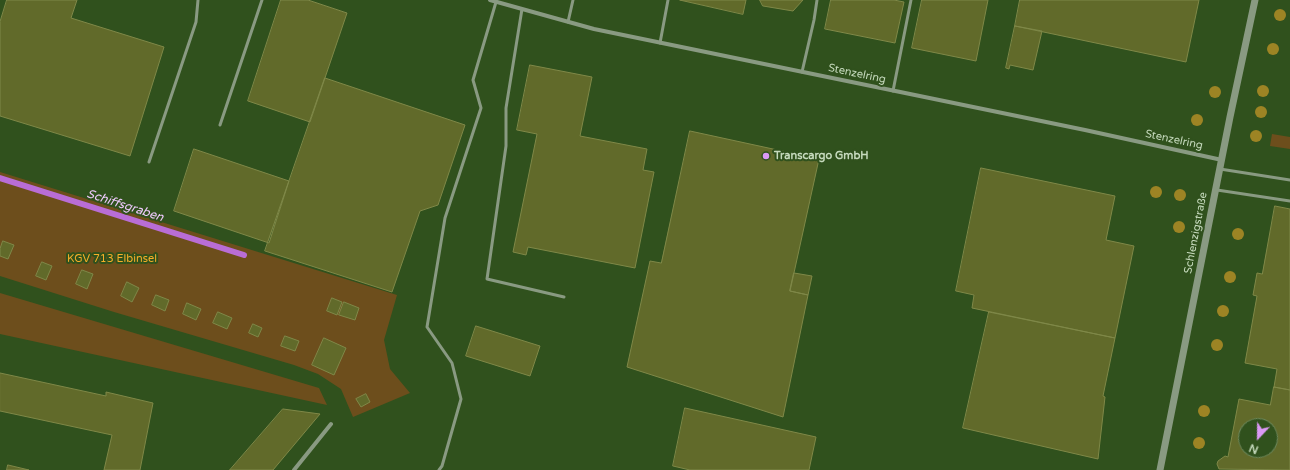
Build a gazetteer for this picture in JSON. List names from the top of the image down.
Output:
{
  "streets": {
    "street": ["Stenzelring", "Schlenzigstraße"]
  },
  "crossings": [
    ["Stenzelring", "Schlenzigstraße"]
  ],
  "water": ["Schiffsgraben"],
  "parks": ["KGV 713 Elbinsel"],
  "places": ["Transcargo GmbH"],
  "north": "bottom"
}
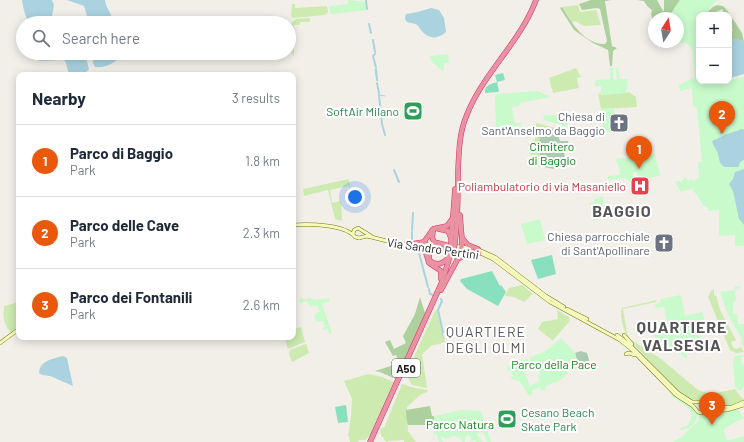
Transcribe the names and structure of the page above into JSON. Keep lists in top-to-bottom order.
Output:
.....
◆ **WHAT THE EXERCISE ASKS**: Looking at the data above, count every line holding the word "names" and state only the count.

◆ **YOUR SOLUTION**: 2